A mis enemigos los destierro de mi vida en cuanto puedo. Me los lloro y me los rabio, hasta que coloco una tirita en la brecha que han abierto y tiendo el famoso puente de plata para que salgan de mi vida, aun cuando las circunstancias o el destino me obliguen a convivir físicamente con ellos.

¡Ay, pero que nadie se confunda! Es el mío un espíritu libre, y pendenciero, y libro mis batallas cada día en primera fila. Incluso me siento impotente por no poder hacerlo con más ahínco y mayor osadía, para debilitar el origen de aquello que genera injusticia y sufrimiento, tanto en mí como en los demás. Nunca temí levantar mi voz y mis manos para decir ¡basta!, pero no quiero hacerlo desde el odio enfermizo hacia quienes lo generan, ni esgrimiendo el arma de la violencia en cualquiera de sus formas, porque, más allá de que vaya en contra de mis principios vitales, sé de antemano que esa sería una batalla perdida, y yo apuesto por caballo ganador. 

No es fácil. Lo primero con lo que sueles tropezar es con la incomprensión de muchos que te cuelgan sin miramientos la etiqueta de cobarde, aunque, en palabras de Gandhi, “La no-violencia no es una justificación para el cobarde, sino la suprema virtud del valiente. La práctica de la no-violencia requiere mucho más valor que la práctica de las armas. ” Y, vive Dios, que eso es verdad.

Si hay algo que la humanidad ya debería de tener claro es que a lo largo de su historia poco se consiguió con la violencia, y nada con la venganza.
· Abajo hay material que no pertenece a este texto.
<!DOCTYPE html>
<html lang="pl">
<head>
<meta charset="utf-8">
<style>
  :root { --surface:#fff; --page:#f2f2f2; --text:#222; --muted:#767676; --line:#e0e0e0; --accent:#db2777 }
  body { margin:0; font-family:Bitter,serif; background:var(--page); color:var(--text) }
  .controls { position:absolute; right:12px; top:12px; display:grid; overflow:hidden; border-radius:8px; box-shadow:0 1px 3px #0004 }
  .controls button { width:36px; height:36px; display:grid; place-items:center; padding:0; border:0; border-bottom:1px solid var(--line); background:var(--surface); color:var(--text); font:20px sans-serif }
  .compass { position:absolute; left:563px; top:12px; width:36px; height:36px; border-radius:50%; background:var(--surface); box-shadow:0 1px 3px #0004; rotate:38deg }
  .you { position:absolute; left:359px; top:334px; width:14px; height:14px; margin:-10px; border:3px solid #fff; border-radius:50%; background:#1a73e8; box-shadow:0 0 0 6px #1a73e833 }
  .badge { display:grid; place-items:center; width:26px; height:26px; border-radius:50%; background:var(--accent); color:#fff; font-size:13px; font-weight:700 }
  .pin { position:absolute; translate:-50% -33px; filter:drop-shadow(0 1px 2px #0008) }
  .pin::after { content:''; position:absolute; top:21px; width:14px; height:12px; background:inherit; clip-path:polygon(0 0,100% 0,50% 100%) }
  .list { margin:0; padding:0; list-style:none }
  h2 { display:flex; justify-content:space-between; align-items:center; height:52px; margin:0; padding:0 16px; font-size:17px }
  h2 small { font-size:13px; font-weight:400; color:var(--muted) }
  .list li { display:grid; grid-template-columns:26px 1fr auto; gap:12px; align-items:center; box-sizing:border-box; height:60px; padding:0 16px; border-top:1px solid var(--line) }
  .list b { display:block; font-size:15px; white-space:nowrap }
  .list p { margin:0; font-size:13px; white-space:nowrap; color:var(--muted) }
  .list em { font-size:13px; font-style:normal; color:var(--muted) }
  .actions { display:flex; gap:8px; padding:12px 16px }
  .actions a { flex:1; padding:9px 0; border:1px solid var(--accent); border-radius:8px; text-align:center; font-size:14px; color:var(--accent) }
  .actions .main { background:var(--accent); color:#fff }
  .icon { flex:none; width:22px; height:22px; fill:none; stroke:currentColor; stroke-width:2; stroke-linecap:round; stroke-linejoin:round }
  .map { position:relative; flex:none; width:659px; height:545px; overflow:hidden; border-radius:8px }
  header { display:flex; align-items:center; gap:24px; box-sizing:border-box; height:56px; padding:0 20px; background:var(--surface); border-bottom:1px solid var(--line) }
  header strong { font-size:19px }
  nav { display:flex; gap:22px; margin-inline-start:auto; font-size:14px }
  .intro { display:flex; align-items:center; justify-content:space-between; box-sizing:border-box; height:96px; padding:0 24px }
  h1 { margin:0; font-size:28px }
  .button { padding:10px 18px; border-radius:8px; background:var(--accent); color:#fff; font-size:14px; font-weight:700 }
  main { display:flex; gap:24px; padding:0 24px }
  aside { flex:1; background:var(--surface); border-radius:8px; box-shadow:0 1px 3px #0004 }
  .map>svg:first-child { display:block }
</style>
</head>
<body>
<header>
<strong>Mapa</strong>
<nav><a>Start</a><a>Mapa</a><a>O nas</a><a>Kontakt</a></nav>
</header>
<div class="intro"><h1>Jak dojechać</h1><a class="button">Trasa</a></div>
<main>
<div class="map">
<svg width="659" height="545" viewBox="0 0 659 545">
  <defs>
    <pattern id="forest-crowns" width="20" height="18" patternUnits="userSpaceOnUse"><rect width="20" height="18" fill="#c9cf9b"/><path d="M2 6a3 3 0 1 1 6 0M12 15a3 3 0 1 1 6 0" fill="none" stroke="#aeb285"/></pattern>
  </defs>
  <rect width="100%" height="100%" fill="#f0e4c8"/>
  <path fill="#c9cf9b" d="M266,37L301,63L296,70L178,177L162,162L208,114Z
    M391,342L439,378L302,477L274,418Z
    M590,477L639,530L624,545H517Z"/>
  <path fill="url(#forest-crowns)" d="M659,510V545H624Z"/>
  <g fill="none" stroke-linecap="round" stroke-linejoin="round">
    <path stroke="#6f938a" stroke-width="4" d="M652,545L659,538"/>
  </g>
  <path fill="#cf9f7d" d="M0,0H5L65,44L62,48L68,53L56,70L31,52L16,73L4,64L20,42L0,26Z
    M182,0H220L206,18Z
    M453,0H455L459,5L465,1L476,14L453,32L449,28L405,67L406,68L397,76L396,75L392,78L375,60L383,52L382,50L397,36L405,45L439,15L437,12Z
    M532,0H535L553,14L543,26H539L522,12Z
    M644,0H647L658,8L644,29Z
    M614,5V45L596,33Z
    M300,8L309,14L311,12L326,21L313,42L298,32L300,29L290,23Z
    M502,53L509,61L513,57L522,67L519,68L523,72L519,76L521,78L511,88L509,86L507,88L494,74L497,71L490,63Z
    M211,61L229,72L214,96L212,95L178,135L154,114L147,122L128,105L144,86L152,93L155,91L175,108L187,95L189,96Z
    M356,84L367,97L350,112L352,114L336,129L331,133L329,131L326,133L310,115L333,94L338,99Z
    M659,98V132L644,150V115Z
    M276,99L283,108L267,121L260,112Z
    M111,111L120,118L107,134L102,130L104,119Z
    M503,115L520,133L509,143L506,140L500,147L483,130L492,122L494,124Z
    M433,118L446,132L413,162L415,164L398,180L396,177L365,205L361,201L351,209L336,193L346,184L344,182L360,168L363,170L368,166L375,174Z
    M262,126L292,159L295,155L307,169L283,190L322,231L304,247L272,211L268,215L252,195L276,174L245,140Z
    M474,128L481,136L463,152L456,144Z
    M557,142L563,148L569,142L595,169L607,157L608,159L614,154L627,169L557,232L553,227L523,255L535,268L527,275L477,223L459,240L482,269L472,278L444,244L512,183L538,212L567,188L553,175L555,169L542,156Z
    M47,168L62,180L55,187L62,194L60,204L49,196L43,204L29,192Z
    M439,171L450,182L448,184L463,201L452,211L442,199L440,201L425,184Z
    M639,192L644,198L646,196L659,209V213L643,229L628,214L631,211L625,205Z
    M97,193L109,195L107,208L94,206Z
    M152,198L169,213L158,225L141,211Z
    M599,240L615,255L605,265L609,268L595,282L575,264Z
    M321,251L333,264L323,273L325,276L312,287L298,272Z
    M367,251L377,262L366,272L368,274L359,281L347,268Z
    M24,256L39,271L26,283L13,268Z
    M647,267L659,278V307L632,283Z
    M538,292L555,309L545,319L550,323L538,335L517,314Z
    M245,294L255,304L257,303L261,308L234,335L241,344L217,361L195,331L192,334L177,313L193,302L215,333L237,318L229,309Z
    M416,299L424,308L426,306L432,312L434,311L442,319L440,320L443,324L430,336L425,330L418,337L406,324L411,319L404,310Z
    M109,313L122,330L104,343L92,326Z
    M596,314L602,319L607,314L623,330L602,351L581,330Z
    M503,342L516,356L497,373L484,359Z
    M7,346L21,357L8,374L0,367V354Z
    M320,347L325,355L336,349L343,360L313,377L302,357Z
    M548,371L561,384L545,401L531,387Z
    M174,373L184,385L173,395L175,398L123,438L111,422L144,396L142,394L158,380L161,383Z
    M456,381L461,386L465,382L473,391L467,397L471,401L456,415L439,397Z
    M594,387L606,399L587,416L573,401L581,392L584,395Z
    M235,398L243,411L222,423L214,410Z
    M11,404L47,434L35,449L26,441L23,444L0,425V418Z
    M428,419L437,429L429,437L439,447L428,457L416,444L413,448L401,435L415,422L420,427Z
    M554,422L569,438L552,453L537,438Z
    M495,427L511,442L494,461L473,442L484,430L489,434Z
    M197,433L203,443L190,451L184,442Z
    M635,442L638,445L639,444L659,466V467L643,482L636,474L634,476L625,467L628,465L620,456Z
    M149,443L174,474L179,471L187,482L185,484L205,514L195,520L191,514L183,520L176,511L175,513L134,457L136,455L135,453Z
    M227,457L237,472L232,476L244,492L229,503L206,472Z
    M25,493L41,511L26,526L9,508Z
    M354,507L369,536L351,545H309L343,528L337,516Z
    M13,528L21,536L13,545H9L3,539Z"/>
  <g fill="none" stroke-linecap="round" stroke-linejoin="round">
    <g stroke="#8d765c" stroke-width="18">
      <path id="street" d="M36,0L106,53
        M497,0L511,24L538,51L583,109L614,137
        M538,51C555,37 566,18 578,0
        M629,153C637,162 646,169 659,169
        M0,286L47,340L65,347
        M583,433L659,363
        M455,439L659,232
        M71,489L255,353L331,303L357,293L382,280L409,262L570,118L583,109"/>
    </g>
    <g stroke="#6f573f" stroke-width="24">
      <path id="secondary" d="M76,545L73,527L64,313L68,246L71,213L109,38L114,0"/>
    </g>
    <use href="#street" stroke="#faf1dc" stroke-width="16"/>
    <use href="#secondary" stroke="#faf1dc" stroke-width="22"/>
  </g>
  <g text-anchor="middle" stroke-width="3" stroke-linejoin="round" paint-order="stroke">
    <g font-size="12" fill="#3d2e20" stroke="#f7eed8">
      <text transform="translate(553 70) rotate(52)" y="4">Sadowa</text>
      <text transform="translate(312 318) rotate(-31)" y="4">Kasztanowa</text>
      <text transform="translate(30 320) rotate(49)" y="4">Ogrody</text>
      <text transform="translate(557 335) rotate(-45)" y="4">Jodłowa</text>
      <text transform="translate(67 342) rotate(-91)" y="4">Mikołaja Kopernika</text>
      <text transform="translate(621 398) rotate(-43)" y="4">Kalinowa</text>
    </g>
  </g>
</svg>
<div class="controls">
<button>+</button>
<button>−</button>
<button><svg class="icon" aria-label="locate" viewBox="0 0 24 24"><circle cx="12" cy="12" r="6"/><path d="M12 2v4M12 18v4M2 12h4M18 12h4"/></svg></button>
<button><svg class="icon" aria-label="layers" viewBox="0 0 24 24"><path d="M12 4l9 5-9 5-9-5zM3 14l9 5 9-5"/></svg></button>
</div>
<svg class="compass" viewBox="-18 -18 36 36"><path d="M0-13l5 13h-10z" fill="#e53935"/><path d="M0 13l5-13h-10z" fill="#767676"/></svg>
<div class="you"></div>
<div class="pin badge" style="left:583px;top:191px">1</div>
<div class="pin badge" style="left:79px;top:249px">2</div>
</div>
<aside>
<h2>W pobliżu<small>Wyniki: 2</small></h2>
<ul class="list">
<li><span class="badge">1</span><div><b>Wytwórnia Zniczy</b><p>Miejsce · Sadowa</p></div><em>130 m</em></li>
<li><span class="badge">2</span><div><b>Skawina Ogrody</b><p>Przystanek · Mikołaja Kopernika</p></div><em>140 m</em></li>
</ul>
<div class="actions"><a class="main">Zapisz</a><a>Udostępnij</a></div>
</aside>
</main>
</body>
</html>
Y, sin embargo, siguen habiendo guerras entre países, entre culturas, entre religiones, entre pueblos, entre vecinos y entre hermanos.
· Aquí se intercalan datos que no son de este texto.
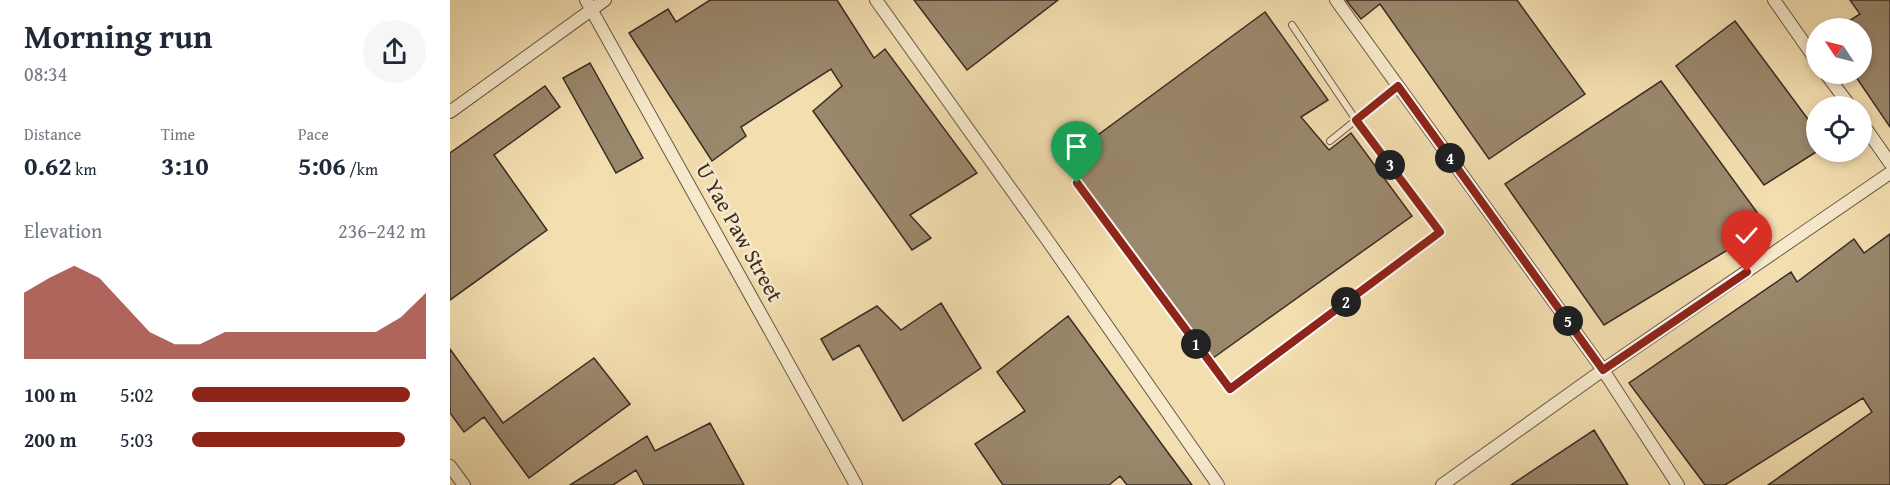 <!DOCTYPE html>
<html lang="en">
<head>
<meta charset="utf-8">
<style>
  body { margin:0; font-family:"Gentium Book Plus",serif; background:#f6f6f7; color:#1f2937; height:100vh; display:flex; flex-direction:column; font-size:22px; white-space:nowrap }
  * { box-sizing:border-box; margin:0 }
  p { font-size:20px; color:#747a83 }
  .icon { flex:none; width:33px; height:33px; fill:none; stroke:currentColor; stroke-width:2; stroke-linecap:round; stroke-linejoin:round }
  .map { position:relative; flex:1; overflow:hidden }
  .sheet { display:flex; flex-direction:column; background:#fff; width:450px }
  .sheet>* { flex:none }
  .needle { width:39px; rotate:305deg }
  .tools { position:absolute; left:1356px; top:18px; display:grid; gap:12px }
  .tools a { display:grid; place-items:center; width:66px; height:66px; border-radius:50%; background:#fff; box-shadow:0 3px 9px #0003; font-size:30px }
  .pin { position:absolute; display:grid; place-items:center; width:51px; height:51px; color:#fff; margin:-62px -26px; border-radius:50% 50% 50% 0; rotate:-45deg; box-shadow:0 0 6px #0007 }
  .pin .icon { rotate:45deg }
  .km { position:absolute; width:30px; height:30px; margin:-15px; border-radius:50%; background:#222; color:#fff; font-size:16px; line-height:30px; text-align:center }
  .round { display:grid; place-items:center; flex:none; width:63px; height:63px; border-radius:32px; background:#f6f6f7 }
  .summary { display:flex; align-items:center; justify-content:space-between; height:102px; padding:0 24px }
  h1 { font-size:33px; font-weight:600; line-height:45px }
  .metrics { display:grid; grid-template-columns:repeat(3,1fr); gap:9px; height:102px; padding:6px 24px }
  .metrics div { display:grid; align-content:center }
  .metrics b { font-size:26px; font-weight:600 }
  .metrics small { font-size:16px; font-weight:400 }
  .metrics p { font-size:16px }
  .chart { height:168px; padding:12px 24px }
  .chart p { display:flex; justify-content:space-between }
  .chart svg { width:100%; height:108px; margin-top:6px; fill:#8f2418; opacity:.7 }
  ul { padding:0 24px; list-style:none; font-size:20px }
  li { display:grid; grid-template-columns:96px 72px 1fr; align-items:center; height:45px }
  li i { height:15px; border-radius:8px; background:#8f2418 }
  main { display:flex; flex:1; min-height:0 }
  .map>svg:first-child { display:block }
  .building { fill:#9a886d; stroke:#3a2b24; stroke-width:1.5 }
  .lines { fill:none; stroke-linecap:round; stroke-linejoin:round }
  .lane-casing { stroke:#685847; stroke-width:8 }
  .street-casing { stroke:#685847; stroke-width:14 }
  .lane { stroke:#f7eacc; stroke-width:6 }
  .street { stroke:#f7eacc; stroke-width:12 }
  .route-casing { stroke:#fff; stroke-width:12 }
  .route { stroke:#8f2418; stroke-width:8 }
  .labels { text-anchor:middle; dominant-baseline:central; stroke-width:5; stroke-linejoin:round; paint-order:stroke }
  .street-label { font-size:22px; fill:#3a2b24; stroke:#f7eacc }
</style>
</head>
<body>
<main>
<section class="sheet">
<div class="summary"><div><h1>Morning run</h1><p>08:34</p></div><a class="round"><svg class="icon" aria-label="share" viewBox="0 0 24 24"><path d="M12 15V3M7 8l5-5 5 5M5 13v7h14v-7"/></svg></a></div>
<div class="metrics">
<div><p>Distance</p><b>0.62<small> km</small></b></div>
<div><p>Time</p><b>3:10</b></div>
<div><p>Pace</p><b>5:06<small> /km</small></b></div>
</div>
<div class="chart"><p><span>Elevation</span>236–242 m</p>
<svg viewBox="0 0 160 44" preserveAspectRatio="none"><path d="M0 44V17L10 11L20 6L30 11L40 22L50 33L60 38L70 38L80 33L90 33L100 33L110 33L120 33L130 33L140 33L150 27L160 17V44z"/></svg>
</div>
<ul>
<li><b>100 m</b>5:02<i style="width:93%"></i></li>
<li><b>200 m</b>5:03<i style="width:91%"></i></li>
</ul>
</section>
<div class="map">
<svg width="1440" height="485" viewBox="0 0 1440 485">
  <rect width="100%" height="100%" fill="#f3deb0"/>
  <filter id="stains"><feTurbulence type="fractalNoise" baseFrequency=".00333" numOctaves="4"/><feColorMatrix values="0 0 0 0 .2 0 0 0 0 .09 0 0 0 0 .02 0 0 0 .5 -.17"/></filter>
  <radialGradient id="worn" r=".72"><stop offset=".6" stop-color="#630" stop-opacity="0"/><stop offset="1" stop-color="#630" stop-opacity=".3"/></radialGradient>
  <path class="building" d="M260,0H387L424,58L435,49L527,173L460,215L481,238L462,250L363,111L392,86L381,69L291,127L296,136L262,161L179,33L218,9L226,22Z
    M464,0H608L517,70Z
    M896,0H1067L1135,94L1039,159L930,4L911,19Z
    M1400,0H1440V127L1404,74H1412V28H1388L1410,14Z
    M815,12L878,100L851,117L879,150L901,133L962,216L763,358L631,180L627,178L614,160Z
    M1285,21L1366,130V152L1314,185L1226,66Z
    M140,63L193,158L166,173L113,78Z
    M1211,81L1317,226L1154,325L1055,184Z
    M95,86L110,107L44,155L97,230L0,300V153Z
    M1440,234V485H1318L1422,412L1413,398L1275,485H1255L1179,383L1341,272L1347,282L1404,239L1414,253Z
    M491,303L531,368L453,421L409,345L383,360L371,339L427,306L451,330Z
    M618,316L716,450L742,485H677L670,476L659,485H553L525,444L575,411L547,372Z
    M0,349L53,423L144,358L180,404L79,478L34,417L14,432L0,413Z
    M260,423L294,485H194L186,470L163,485H120L197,436L205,451Z
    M1144,430L1178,485H1061Z"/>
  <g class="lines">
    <g class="lane-casing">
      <path id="lane" d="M880,141L948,86
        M627,183L780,389L990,232L906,120L842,25"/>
    </g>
    <g class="street-casing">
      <path id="street" d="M136,0L406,485
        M426,0L598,241L768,485
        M886,0L1153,370L1228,485
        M1324,0L1366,60
        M1376,74L1400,106
        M0,112L155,0
        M1412,123L1440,163
        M0,466L14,485
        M992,485L1153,370L1440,173"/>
    </g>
    <use href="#lane" class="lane"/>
    <use href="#street" class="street"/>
  </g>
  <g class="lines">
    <g class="route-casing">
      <path id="route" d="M627,183L780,389L990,232L906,120L948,86L1153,370L1297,272"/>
    </g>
    <use href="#route" class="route"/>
  </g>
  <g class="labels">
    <g class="street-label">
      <text transform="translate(290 232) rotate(61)">U Yae Paw Street</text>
    </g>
  </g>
  <rect width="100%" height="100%" filter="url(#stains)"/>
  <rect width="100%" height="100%" fill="url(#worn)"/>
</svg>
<div class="tools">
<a><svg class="needle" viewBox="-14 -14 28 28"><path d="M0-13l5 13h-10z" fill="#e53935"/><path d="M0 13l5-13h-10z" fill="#747a83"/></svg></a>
<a><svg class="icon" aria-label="locate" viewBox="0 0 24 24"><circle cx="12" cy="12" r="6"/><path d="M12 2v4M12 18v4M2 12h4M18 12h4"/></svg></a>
</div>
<div class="pin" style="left:627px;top:183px;background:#1e9e55"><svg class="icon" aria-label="arrive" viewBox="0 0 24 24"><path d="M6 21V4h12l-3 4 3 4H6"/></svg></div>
<div class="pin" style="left:1297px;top:272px;background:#d93025"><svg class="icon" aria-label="check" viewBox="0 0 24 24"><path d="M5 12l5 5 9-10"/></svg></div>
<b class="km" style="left:746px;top:344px">1</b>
<b class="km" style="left:896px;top:302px">2</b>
<b class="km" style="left:940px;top:165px">3</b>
<b class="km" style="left:1000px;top:158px">4</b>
<b class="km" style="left:1118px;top:321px">5</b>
</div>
</main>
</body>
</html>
Mi incapacidad de escribir el nombre de una sola persona a la que odie, es mi primera victoria sobre aquellos que tal vez me dieron motivos para hacerlo. Y si, con el tiempo, conseguí aplacar su odio, y resolver el conflicto acercando posturas, entonces ya la victoria es total.

Ligera de equipaje, sin el peso del rencor y del deseo de venganza en mi mochila, intento caminar por la vida con el alma llena de compasión por los que odian, mientras hundo mis manos en la tierra intentando, humildemente pero con coraje, arrancar las semillas que siembran a su paso.

Esta es mi verdad. Cada uno tiene su propia verdad, y sé que nadie la posee del todo. 

La búsqueda de la Verdad en un camino complicado, no sé si posible; así pues, permitidme que tenga la mía y, si así fuese, concededme el derecho a equivocarme.